* Activity:
Where a line of the material includes the string "html", copy that line.
============================================================
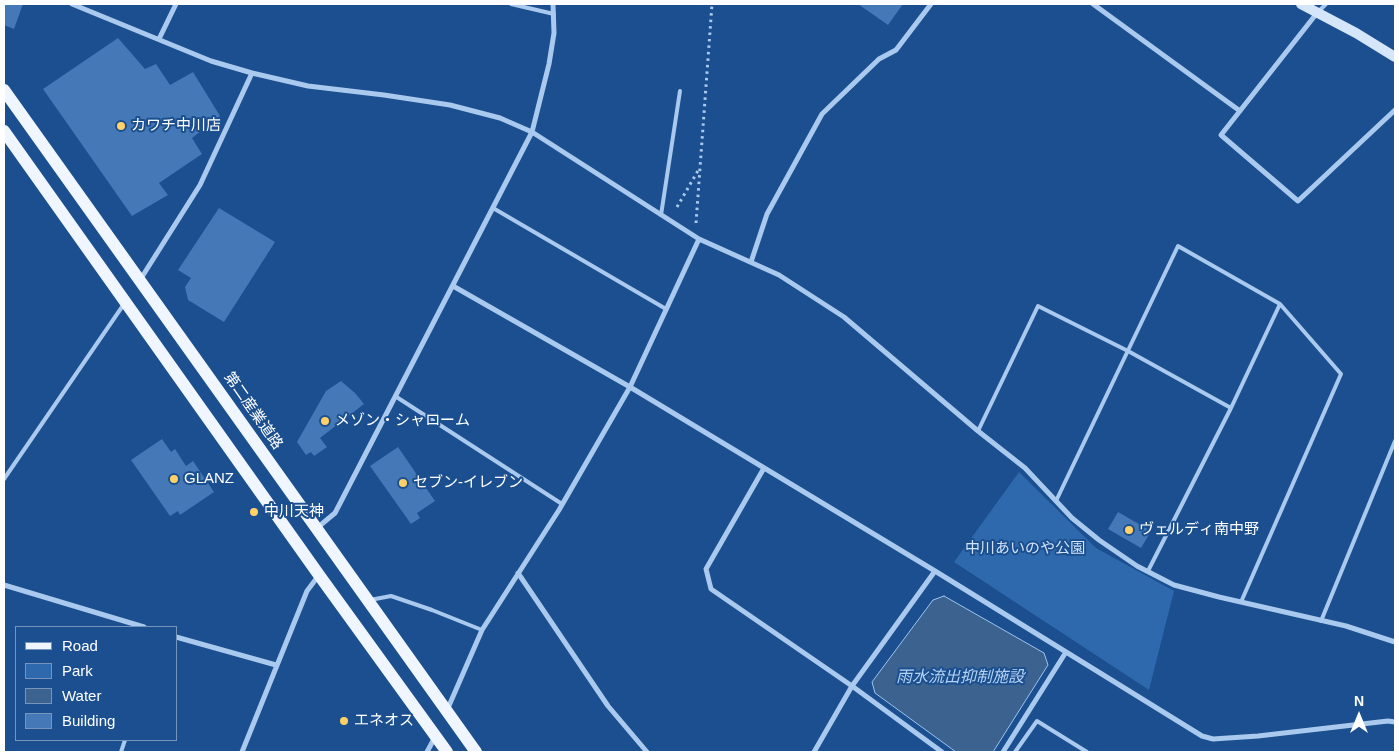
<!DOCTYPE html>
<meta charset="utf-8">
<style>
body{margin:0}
#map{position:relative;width:1399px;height:756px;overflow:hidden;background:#1b4f8f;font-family:Arial,sans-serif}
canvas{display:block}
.frame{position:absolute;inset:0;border:5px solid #fff;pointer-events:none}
.legend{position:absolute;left:15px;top:626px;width:162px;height:115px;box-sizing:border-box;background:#1b4f8f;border:1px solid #7695bc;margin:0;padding:6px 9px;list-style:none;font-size:15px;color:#fff}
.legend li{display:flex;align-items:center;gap:10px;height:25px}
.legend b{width:25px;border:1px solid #7695bc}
.north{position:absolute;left:1334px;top:691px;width:50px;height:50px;-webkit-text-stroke:4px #1b4f8f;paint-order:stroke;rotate:0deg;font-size:14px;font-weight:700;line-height:20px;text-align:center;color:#fff}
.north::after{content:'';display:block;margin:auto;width:18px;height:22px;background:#fff;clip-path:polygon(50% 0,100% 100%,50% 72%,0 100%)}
</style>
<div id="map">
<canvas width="1399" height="756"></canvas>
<div class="frame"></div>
<ul class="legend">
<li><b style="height:6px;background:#f0f6ff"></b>Road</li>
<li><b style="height:14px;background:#2e69ad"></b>Park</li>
<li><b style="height:14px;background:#3c6290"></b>Water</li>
<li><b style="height:14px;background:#4478b7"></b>Building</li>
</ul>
<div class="north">N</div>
</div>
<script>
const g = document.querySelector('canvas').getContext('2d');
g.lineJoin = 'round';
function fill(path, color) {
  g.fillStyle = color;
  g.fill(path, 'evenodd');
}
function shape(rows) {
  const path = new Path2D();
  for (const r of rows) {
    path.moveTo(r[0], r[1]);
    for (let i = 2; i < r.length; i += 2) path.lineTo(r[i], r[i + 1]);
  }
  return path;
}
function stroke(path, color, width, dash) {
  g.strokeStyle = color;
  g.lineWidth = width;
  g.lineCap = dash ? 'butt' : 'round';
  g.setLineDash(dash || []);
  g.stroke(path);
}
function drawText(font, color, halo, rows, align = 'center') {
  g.font = font + ' Arial,"Noto Sans JP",sans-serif';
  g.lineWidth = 4;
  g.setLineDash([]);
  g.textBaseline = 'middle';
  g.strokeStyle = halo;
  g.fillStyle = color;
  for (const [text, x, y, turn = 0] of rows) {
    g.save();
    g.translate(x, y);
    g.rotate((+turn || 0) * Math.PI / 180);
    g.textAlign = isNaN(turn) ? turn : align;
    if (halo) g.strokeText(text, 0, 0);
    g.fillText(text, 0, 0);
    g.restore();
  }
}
const green = shape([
 [1019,472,1096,548,1174,591,1149,690,954,562]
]);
const water = shape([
 [944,596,1044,653,1048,665,993,752,956,752,875,693,872,682,933,600,944,596]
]);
const building = shape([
 [4,4,23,4,14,29,4,25],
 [858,4,903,4,888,25],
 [118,38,145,69,156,64,170,85,193,72,220,116,192,138,202,154,159,183,168,195,132,216,43,89],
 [219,208,275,242,224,322,188,300,185,287,191,278,178,270],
 [341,381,355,393,364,404,320,438,327,447,314,456,311,452,306,455,297,442,326,391],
 [162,439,171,452,175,449,186,466,193,461,214,492,180,515,178,511,170,516,131,460],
 [398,447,435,501,417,513,420,518,411,524,370,466],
 [1118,512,1151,531,1141,548,1108,529]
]);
const path = shape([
 [677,207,699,169],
 [696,223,712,4]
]);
const lane = shape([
 [511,4,554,14],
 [1319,11,1326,4],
 [493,208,666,309],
 [661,215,680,91],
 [395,396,562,504],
 [978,431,1038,306,1128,351,1231,408],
 [4,479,124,304],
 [1056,501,1178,246,1280,304,1231,408,1148,571],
 [370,600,391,596,432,610,482,630],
 [1241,602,1341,374,1280,304],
 [1321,621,1395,441],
 [121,752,125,740],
 [1015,752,1037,721,1087,752]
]);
const street = shape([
 [72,4,211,61,252,73,308,86,384,95,450,105,500,118,532,132,699,239,630,387,559,510,482,630,448,708],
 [1093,4,1240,111],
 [1317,13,1221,135,1298,201,1395,110],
 [159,39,176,4],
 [699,239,779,275,844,317,978,431,1025,468,1072,518,1099,540,1137,566,1174,585,1219,597,1346,626,1395,642],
 [751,262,767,214,822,114,879,59,896,50,931,4],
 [140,280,200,185,252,73],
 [453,286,630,387,935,571,1202,736,1213,739,1258,736,1388,721,1395,722],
 [764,468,706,569,711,589,852,686,942,752],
 [317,528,335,513,532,132,549,64,554,33,553,4],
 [518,573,608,706,647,752],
 [4,585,144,627],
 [176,637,276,665],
 [242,752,307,591,319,575],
 [427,752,435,737],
 [814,752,852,686,935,571],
 [1003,752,1066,652]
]);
const secondary = shape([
 [1301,4,1356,33,1395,57]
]);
const primary = shape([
 [4,90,476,752],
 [4,131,319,575,447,752]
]);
const markers = [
 [121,126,5,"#ffd166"],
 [325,421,5,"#ffd166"],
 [174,479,5,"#ffd166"],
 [403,483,5,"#ffd166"],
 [254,512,5,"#ffd166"],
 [1129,530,5,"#ffd166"],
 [344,721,5,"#ffd166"]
];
const poiNames = [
 ["カワチ中川店",131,126],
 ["メゾン・シャローム",335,421],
 ["GLANZ",184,479],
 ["セブン-イレブン",413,483],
 ["中川天神",264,512],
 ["ヴェルディ南中野",1139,530],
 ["エネオス",354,721]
];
const streetNames = [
 ["第二産業道路",253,411,55]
];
const parkNames = [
 ["中川あいのや公園",1025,549]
];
const waterNames = [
 ["雨水流出抑制施設",960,678]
];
fill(green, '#2e69ad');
fill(water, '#3c6290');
stroke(water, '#9cc4f0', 1);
fill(building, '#4478b7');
stroke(path, '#a9c9ee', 3, [2.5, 4]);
stroke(lane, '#a9c9ee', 4);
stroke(street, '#a9c9ee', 5);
stroke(secondary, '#d6e6fa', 10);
stroke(primary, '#f0f6ff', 12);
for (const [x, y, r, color] of markers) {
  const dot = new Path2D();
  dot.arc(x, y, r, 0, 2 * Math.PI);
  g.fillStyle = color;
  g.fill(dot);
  stroke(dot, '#1b4f8f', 2);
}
drawText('15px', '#fff', '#1b4f8f', poiNames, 'left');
drawText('15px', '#fff', '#1b4f8f', streetNames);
drawText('15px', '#cfe3fa', '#1b4f8f', parkNames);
drawText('italic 16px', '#b5d3f5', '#1b4f8f', waterNames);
</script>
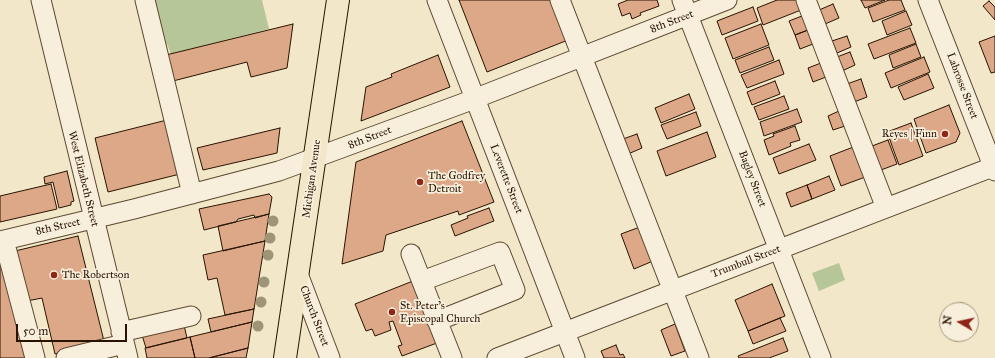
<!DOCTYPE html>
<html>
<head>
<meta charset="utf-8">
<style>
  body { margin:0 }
  #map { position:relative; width:995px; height:358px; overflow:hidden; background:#f2e7c8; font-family:"IM FELL Great Primer",serif }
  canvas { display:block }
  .north { position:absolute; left:939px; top:302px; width:40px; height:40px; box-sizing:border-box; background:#f7efdb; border:1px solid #a59783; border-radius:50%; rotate:279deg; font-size:11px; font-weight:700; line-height:16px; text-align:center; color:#291300 }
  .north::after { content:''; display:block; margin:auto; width:14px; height:18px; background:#8f2418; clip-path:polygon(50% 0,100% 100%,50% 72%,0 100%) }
  .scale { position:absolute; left:16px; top:324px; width:111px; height:18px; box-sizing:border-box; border:2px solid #291300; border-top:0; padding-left:5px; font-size:12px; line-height:14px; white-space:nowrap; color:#291300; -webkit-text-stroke:3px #f7efdb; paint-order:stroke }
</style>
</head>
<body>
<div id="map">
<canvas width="995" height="358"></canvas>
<div class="north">N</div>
<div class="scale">50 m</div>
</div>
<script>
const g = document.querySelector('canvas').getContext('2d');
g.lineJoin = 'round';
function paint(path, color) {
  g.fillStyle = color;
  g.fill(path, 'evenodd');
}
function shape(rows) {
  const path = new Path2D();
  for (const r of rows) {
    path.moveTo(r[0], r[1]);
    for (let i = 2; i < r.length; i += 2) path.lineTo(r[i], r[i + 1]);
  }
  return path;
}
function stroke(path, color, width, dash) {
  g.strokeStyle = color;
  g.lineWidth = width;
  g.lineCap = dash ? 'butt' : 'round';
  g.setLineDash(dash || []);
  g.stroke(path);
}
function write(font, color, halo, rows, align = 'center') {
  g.font = font + ' "IM FELL Great Primer",serif';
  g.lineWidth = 3.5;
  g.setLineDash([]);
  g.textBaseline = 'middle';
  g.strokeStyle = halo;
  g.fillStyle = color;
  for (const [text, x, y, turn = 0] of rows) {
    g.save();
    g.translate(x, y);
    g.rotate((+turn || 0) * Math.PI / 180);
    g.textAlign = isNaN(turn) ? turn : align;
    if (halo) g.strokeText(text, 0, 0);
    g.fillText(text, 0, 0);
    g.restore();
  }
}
const green = shape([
  [151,0,262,0,269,29,171,54,167,44,162,46],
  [839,263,845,280,819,291,812,273]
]);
const building = shape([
  [459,0,553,0,568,40,487,72,459,0],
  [628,0,657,0,659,6,640,13,641,15,632,19,630,13,622,16,618,4,628,0],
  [777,0,797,0,801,10,763,25,757,8,777,0],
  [861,0,885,0,865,8,861,0],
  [889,0,901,0,905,10,873,22,868,8,889,0],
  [989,1,995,7,995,20,983,6,989,1],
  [833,4,839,18,825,24,819,10,833,4],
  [753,7,758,21,722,35,717,21,753,7],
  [906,11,912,25,887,35,882,21,906,11],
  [802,16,808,30,795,35,789,21,802,16],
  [293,24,287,68,251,77,247,62,173,81,166,55,293,24],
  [761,24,769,45,733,59,725,38,761,24],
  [910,28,916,43,874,59,868,44,910,28],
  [808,30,813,44,800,49,795,35,808,30],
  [847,36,851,47,837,53,832,41,847,36],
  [995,36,995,72,991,73,979,42,995,36],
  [916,44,921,57,893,68,889,55,916,44],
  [769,47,774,60,740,73,735,60,769,47],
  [850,52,855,65,842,71,837,57,850,52],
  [438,55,450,87,361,121,366,87,392,77,391,74,438,55],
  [924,57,930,72,891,88,885,73,924,57],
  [779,60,784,74,747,88,741,75,779,60],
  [821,63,826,77,813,82,808,68,821,63],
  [928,74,934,88,904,100,898,87,928,74],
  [861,79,867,97,854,102,847,84,861,79],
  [775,81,780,94,752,105,747,92,775,81],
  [689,94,695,109,661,123,655,108,689,94],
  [784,96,789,109,759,120,754,107,784,96],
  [949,105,960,133,956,142,926,153,914,119,949,105],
  [797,109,802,122,764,136,760,122,797,109],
  [839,111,845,126,833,130,828,116,839,111],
  [696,112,701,126,667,139,661,125,696,112],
  [171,119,184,173,108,192,95,138,171,119],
  [462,121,494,202,459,215,458,211,386,235,383,251,342,264,356,162,462,121],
  [911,123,923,156,899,165,887,132,911,123],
  [795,126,800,140,790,143,791,146,769,155,764,140,774,136,773,134,795,126],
  [280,128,277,153,203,170,197,148,280,128],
  [707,132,716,157,666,176,657,151,707,132],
  [637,134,642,148,628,154,623,139,637,134],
  [888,140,897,164,881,170,872,146,888,140],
  [809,144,816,160,779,174,773,158,809,144],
  [856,146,868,176,841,186,830,156,856,146],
  [67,171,74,201,71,202,71,205,59,208,53,182,45,184,44,177,67,171],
  [829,176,835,190,812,199,807,185,829,176],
  [51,184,57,209,0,222,0,196,51,184],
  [807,185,812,199,791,207,786,193,807,185],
  [269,194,272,197,269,214,255,218,254,215,238,219,236,222,204,230,199,209,269,194],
  [489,208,494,221,455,236,451,225,468,218,467,216,489,208],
  [269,214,265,241,223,251,218,226,269,214],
  [640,227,653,261,634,269,621,234,640,227],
  [78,236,104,341,55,354,42,298,27,301,15,251,78,236],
  [265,241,254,309,225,315,217,278,208,280,203,255,265,241],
  [0,256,25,358,0,358,0,256],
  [413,281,437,343,402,356,398,346,402,345,393,321,389,322,391,330,375,336,372,329,366,331,355,304,413,281],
  [772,284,785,316,748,331,735,300,772,284],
  [254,309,252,322,211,332,208,319,254,309],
  [780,318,786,331,753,344,748,331,780,318],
  [252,322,248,348,209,358,195,358,190,337,252,322],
  [675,324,685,351,671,356,661,330,675,324],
  [184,325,187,338,146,348,142,335,184,325],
  [190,337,195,358,147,358,145,348,190,337],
  [783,338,788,351,769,358,739,358,738,356,783,338],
  [616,345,620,355,623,354,625,358,604,358,601,351,616,345],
  [248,348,246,358,209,358,248,348]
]);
const minor = shape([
  [41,0,128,358],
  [145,0,192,194],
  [437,0,575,358],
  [560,0,699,358],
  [682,0,821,358],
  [806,0,886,208],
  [928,0,995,171],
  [4,240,35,358],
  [0,241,134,209,279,171,461,104,727,0],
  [411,254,452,358],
  [298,274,330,358],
  [422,281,500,252,515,290,437,321],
  [121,332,191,316],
  [66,358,124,344],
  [497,358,995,166]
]);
const major = shape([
  [285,358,338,0]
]);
const trees = [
  [273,221],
  [270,238],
  [268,255],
  [264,282],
  [261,302],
  [258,326]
];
const markers = [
  [945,134,4,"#8f2418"],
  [420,182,4,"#8f2418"],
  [54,275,4,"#8f2418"],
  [392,312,4,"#8f2418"]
];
const streetNames = [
  ["8th Street",672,22,-21],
  ["Labrosse Street",962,86,69],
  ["8th Street",370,138,-21],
  ["West Elizabeth Street",83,179,76],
  ["Michigan Avenue",312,179,-82],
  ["Leverette Street",506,179,69],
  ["Bagley Street",752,179,69],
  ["8th Street",58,227,-13],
  ["Trumbull Street",746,262,-21],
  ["Church Street",314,316,69]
];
const poiNames = [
  ["Reyes | Finn",937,134,"right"],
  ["The Godfrey",428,176],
  ["Detroit",428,189],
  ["The Robertson",62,275],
  ["St. Peter's",400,306],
  ["Episcopal Church",400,319]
];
paint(green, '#b6c699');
paint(building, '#dca888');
stroke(building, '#291300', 1);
stroke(minor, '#5b4832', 21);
stroke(major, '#291300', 24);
stroke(minor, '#f7efdb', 19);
stroke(major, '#f2e7c8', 22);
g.fillStyle = '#9e9578';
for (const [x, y] of trees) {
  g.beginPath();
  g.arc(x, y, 5.5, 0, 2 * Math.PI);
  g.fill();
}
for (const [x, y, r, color] of markers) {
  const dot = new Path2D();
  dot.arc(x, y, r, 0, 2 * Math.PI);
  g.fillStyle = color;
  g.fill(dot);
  stroke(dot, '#f7efdb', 1.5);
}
write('11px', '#291300', '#f7efdb', streetNames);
write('11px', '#291300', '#f7efdb', poiNames, 'left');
</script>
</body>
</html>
============================================================
* Solution for this exercise:
<!DOCTYPE html>
<!DOCTYPE html>
<html>
</html>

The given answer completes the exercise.